Perceptually Guided 3DGS Streaming and Rendering for Mixed Reality

Recent breakthroughs in radiance fields, particularly 3D Gaussian Splatting (3DGS), have unlocked real-time, high-fidelity rendering of complex environments, boosting broad applications. However, the stringent requirements of mixed reality (MR), including high refresh rates, high-resolution stereo rendering, and limited computing, remain beyond the reach of current 3DGS methods. Meanwhile, the wide field-of-view design of MR displays, which mimics natural human vision, offers a unique opportunity to exploit the limitations of the human visual system to reduce computation overhead without compromising perceived rendering quality.To this end, we propose a perception-guided, continuous level-of-detail (LOD) framework for 3DGS that maximizes perceived quality under given compute resources.
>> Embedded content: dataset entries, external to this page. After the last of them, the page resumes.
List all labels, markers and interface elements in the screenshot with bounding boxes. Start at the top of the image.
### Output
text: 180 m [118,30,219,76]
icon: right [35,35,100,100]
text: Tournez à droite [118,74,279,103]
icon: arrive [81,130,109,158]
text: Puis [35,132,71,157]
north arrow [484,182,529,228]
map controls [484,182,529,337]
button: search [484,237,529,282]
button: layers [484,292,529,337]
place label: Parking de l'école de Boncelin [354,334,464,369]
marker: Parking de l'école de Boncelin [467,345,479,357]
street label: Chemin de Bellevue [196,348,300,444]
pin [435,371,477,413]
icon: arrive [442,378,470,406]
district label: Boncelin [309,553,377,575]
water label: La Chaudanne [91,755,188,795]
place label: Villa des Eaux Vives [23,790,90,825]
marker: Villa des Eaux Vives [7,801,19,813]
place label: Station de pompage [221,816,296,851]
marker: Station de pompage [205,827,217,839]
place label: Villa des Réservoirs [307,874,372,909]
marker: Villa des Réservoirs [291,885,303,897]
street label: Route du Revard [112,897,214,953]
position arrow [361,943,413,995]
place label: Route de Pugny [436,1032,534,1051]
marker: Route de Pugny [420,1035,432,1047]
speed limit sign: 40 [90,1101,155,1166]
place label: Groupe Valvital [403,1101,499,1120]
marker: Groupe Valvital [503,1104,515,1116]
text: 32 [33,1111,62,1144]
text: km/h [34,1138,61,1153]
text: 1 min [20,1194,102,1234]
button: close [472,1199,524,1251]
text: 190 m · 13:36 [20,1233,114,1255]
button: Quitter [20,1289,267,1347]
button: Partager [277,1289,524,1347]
We distill a visual quality metric, which encodes the spatial, temporal, and peripheral characteristics of human visual perception, into a lightweight, gaze-contingent model that predicts and adaptively modulates the LOD across the user's visual field based on each region's contributions to perceptual quality. This resource-optimized modulation, guided by both scene content and user gaze behavior, enables significant runtime acceleration with minimal loss in perceived visual quality. To support low-power, untethered MR setups, we introduce an edge-cloud rendering framework that partially offloads computation to the cloud, further reducing overhead on the edge device. Objective metrics and MR user study evidence that, compared to vanilla and foveated LOD baselines, our method achieves superior trade-offs between computational efficiency and perceptual quality.